At most fairs, nearly all the booths look just about the same: a series of white walls with paintings hanging on them, some with sculptures in the center. This is certainly not the formula used by LA’s Parker Gallery, whose booth looks and feels like no other at Frieze. Gallery artist Marley Freeman is showing a series of new paintings, drawing inspiration from Textile Artifacts, an antique textile dealership in LA’s Mid-City neighborhood founded by her father, Paul, in 1990. She and her brother, Jordan, are now involved in the business, which has lent antique textiles and produced replicas for over 100 movies.
For this installation, the Freemans together selected some of their most beloved textiles, which are exhibited hanging, flush from the top of the booth wall.
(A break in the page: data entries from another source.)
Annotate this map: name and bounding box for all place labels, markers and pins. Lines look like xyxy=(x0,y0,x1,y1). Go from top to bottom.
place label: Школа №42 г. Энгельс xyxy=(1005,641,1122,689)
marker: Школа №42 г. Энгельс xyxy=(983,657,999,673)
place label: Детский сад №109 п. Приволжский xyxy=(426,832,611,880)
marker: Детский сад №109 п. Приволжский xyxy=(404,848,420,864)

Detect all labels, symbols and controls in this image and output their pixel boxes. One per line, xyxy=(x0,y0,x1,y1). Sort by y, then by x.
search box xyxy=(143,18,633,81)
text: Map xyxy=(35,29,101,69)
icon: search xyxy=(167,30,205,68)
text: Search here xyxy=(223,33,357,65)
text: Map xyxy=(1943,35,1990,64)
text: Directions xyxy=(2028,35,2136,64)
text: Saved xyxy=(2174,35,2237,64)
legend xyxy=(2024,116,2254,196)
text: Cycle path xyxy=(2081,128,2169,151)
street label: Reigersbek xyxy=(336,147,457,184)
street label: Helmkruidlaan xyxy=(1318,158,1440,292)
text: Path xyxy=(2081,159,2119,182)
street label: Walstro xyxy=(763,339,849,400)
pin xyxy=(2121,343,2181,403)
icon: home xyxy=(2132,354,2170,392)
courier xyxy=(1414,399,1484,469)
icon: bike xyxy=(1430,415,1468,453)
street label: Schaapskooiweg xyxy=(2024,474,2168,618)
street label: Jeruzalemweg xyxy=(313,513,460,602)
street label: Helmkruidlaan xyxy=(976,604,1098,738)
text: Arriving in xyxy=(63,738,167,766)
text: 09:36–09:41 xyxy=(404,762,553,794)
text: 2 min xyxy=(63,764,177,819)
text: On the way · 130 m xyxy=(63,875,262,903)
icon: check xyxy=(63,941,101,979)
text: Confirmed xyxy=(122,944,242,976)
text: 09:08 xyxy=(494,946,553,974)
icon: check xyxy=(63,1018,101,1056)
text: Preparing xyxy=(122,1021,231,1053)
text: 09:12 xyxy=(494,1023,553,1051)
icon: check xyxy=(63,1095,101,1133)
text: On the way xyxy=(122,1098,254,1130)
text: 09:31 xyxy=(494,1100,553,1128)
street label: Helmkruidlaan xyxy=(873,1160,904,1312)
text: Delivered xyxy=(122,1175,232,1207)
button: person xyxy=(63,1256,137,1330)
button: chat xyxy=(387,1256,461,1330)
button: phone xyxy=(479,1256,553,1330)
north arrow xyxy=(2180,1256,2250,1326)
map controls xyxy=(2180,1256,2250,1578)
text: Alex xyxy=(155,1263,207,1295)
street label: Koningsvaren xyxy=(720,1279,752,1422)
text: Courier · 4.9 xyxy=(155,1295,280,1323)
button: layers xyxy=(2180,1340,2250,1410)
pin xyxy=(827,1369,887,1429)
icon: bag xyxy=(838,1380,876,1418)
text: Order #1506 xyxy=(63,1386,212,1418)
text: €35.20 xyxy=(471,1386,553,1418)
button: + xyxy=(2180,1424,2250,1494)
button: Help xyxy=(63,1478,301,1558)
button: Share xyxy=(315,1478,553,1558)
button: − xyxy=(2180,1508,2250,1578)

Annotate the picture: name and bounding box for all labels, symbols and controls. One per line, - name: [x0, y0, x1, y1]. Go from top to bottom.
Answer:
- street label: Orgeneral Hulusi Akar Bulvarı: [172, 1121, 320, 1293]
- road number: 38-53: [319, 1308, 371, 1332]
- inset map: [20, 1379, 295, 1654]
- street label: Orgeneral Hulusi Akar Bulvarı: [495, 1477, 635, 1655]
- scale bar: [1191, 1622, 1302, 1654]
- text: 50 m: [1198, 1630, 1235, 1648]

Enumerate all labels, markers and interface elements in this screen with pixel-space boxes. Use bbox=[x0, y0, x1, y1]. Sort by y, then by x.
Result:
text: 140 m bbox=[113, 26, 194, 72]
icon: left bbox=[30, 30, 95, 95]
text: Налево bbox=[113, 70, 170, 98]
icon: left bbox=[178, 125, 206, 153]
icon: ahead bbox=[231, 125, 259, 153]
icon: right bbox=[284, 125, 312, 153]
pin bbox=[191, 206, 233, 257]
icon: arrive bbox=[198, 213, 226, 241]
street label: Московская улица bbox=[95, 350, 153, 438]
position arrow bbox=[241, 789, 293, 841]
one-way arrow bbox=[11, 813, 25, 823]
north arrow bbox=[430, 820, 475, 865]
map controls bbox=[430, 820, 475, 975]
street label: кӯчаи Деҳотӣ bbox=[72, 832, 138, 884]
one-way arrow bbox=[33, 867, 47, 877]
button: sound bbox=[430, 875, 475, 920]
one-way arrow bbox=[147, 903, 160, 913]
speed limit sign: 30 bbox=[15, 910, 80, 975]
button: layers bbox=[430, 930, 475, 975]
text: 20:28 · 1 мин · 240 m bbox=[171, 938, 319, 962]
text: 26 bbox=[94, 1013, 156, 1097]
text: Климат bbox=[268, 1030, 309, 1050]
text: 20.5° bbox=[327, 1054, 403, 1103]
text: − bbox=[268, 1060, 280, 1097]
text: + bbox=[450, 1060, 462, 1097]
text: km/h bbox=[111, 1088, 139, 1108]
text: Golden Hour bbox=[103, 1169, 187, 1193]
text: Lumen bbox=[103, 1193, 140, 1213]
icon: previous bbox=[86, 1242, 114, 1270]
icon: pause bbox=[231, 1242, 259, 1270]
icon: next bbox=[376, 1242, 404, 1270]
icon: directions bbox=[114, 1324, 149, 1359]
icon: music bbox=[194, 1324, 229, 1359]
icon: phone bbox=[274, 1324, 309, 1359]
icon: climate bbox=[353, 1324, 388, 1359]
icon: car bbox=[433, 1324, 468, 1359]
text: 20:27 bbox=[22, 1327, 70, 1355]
The textiles were made between the 1880s and the 1980s, and were primarily sourced from Europe and New England. Atop these textiles, Marley is showing her abstract paintings. They feature layers of paint in different opacities, give them an illusion of movement that’s amplified by the patterning of the tapestries behind these works.
Paul started collecting textiles in 1979 and eventually began selling them. Over the course of his career, he was a regular at the Brimfield Antique Flea Market in Massachusetts, the country’s largest flea market, and starting in the ’90s, he did several European trade shows a year. “For 15 years, I was on the treadmill,” he told ARTnews during the VIP preview. An art fair is a trade show all the same, after all, and Paul seemed at home as he worked the booth. Paper receipt pad in hand, he was making sales during the first hour.